Three of the systems have replaceable components that
allow fine-tuning should the need arise.
The choke system’s purpose is to provide the rich air/
fuel mixture an engine needs to start and run reliably
when it is cold. There are no replaceable tuning parts in
the HSR42/45 choke mechanism.
The choke is designed to work correctly with the
throttle closed. Opening the throttle stops the action of
the choke.
Make sure that the stock Harley-Davidson choke cable
is fully seated in the metal elbow at the carburetor end of
the cable assembly (see installation instructions). Harley
‘s cable is stiff and can fail to fully seat in the elbow. This
condition results in poor mileage and a poor idle.
The Mikuni choke cable is more flexible and less likely
to jamb. Still, it is best to check to be sure the cable is
installed correctly.
TUNING THE IDLE SYSTEM: (idle – 1/8 throttle)
The HSR42/45 idle system has two tunable components: the air screw and the pilot jet. The air screw’s
purpose is to fine-tune the idle mixture. The pilot jet
controls the total amount of fuel passing through the idle
system. It can be changed to make larger adjustments to
the idle mixture strength.
The air mixture screw is set at two turns out from the
factory. This is the position we have found to be right
most of the time. If the screw position has been altered,
gently bottom it and re-open it two full turns.
Next, ride the bike until its engine reaches normal
operating temperature. This may require several miles at
highway speeds.
With the motorcycle vertical and the engine idling
near 1,000 rpm, adjust the air mixture screw in slowly
until the idle either slows or becomes irregular, then
begin turning the screw out until the engine again slows
or again begins to idle irregularly. Count the number of
turns between the two positions. Set the air screw midway between these too-rich and too-lean positions.
Use the Idle Adjuster Screw to re-set the idle speed.

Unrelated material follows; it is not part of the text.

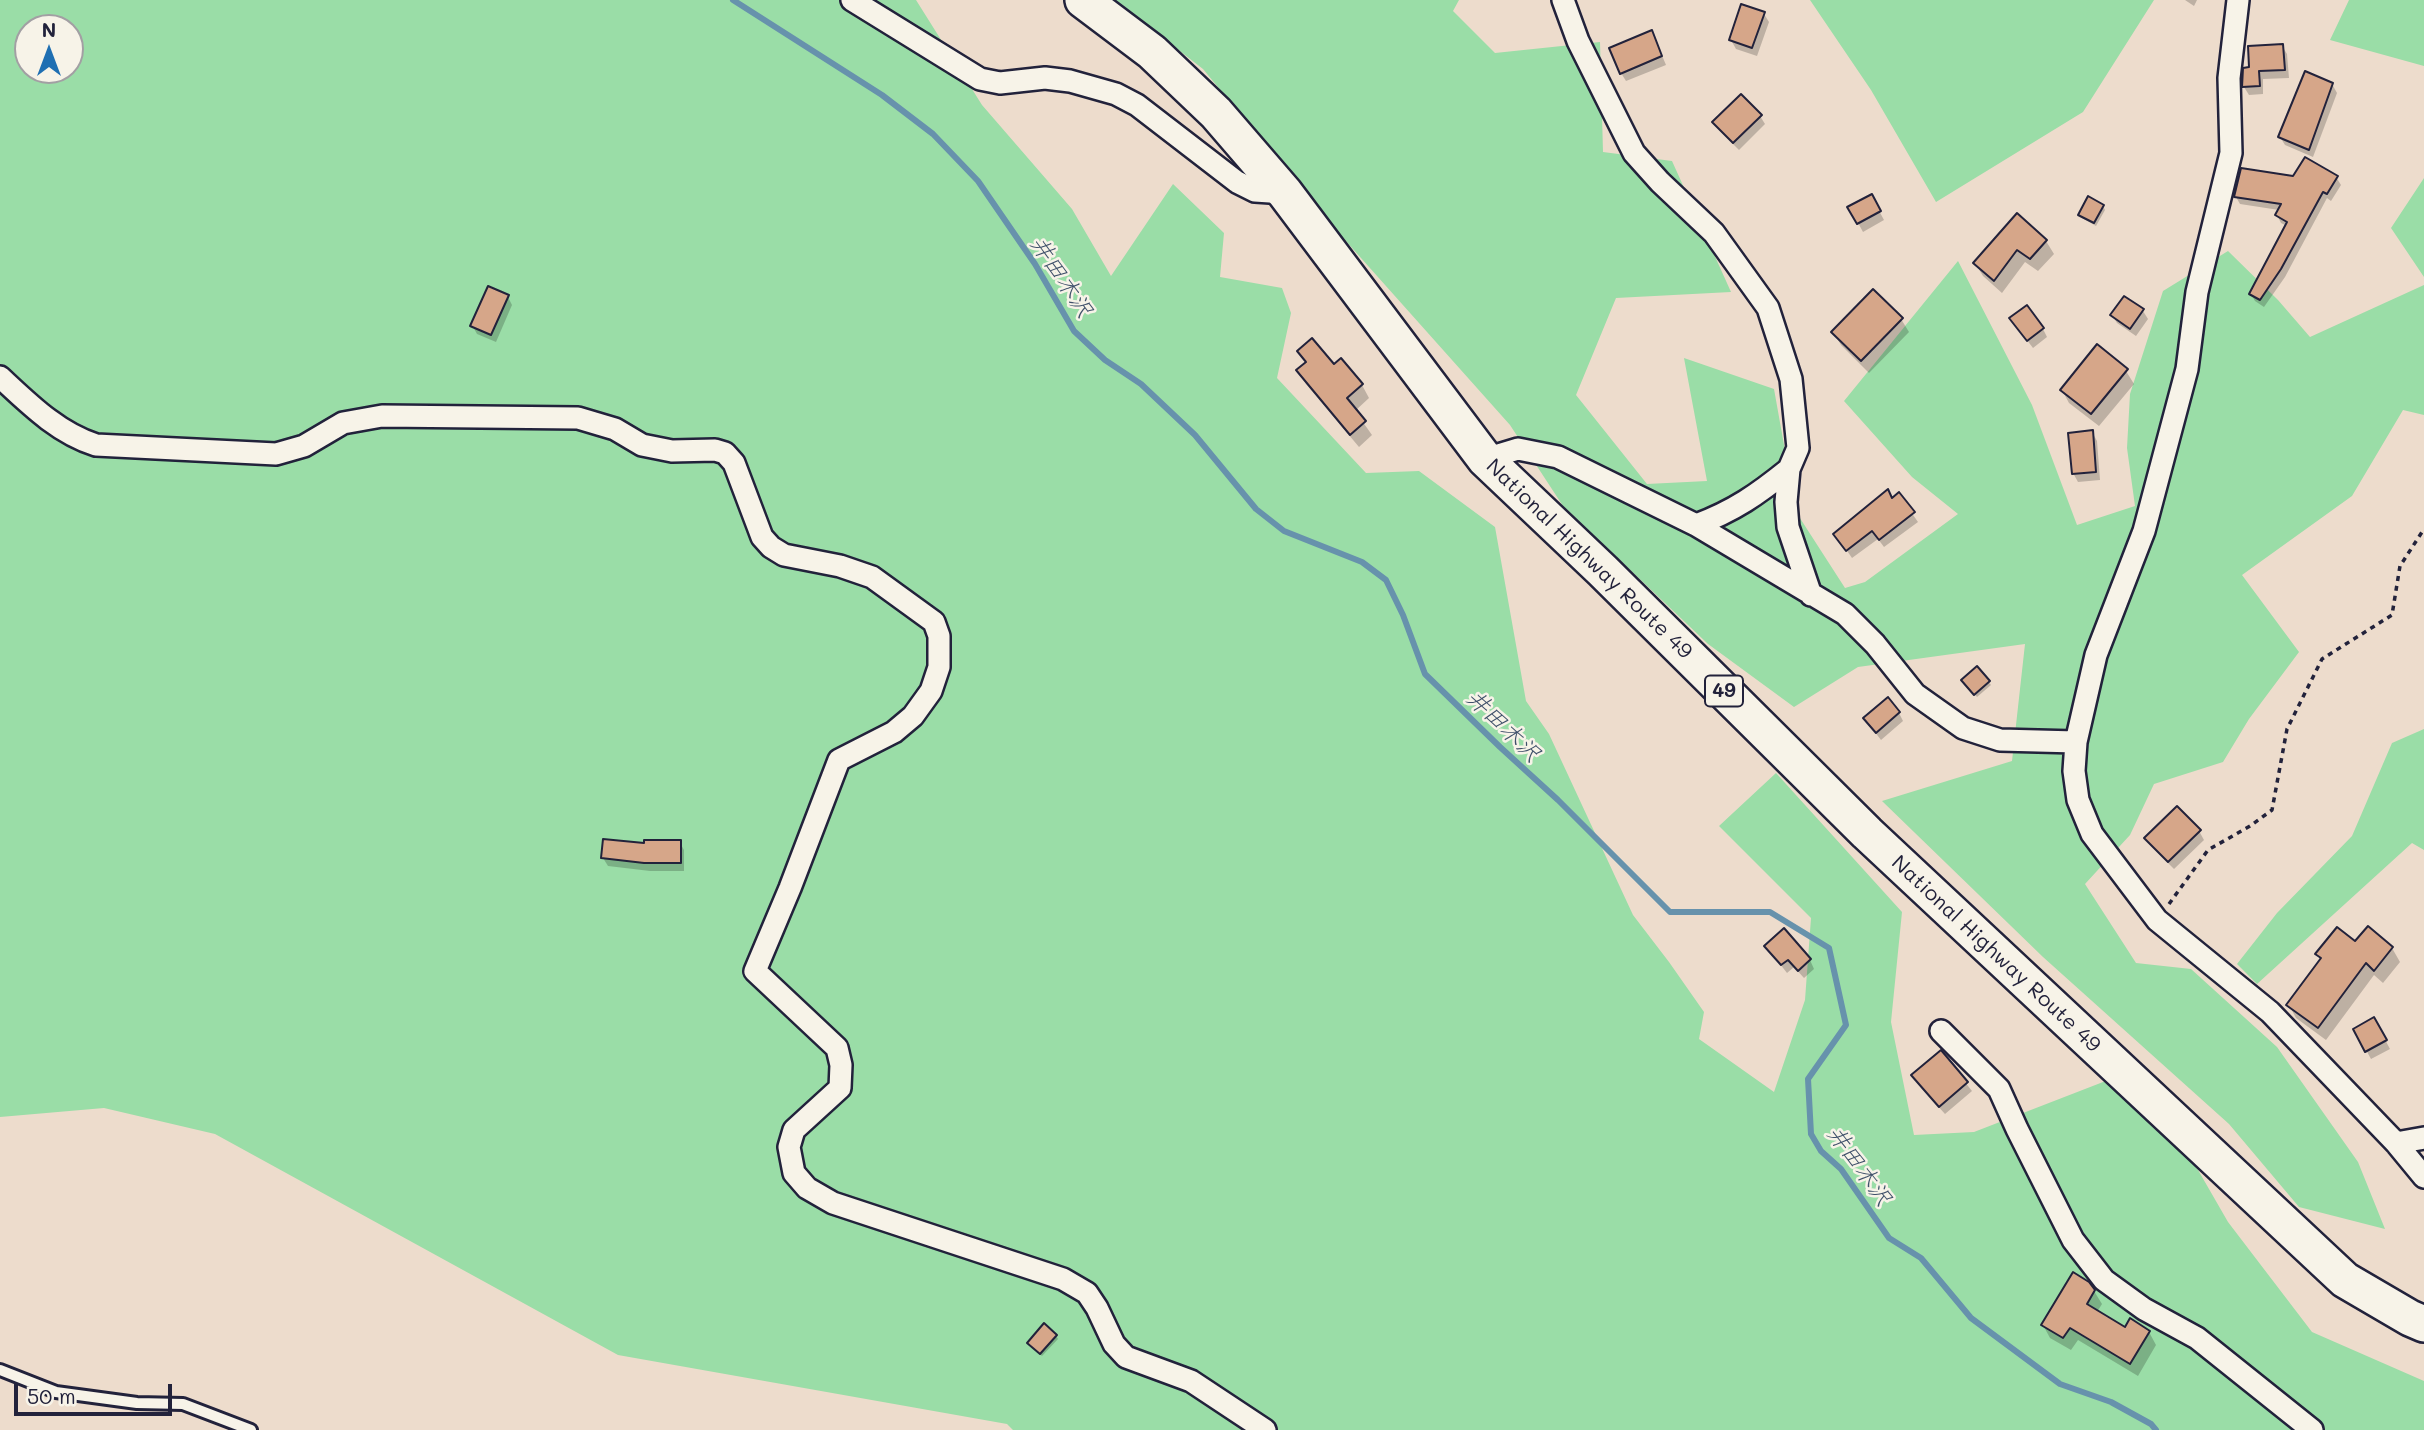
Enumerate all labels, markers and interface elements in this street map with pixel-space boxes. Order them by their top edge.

If the engine starts to get too hot during the adjustment procedure, the resulting idle mixture will probably
be on the lean side of correct. If you have a large fan,
use it while adjusting the mixture. If you do not have one,
you may need to take time out for a short ride to cool the
engine back to normal temperature.
If the best idle is achieved with the air screw less than
one turn out, the pilot jet is too small and should be
exchanged for a larger one.
If the engine speed does not slow after two-and-a-half
turns out, the pilot jet is too large and should be exchanged for a smaller one.
Figure: T2
JET NEEDLE (1/8 – 1/4 throttle)
The straight diameter portion of the jet needle controls
the mixture from just above idle to approximately ¼
throttle. If the mixture is too rich or too lean in this throttle
range, the needle will need to be exchanged for a larger or
smaller one. HSR jet needles are available in four sizes.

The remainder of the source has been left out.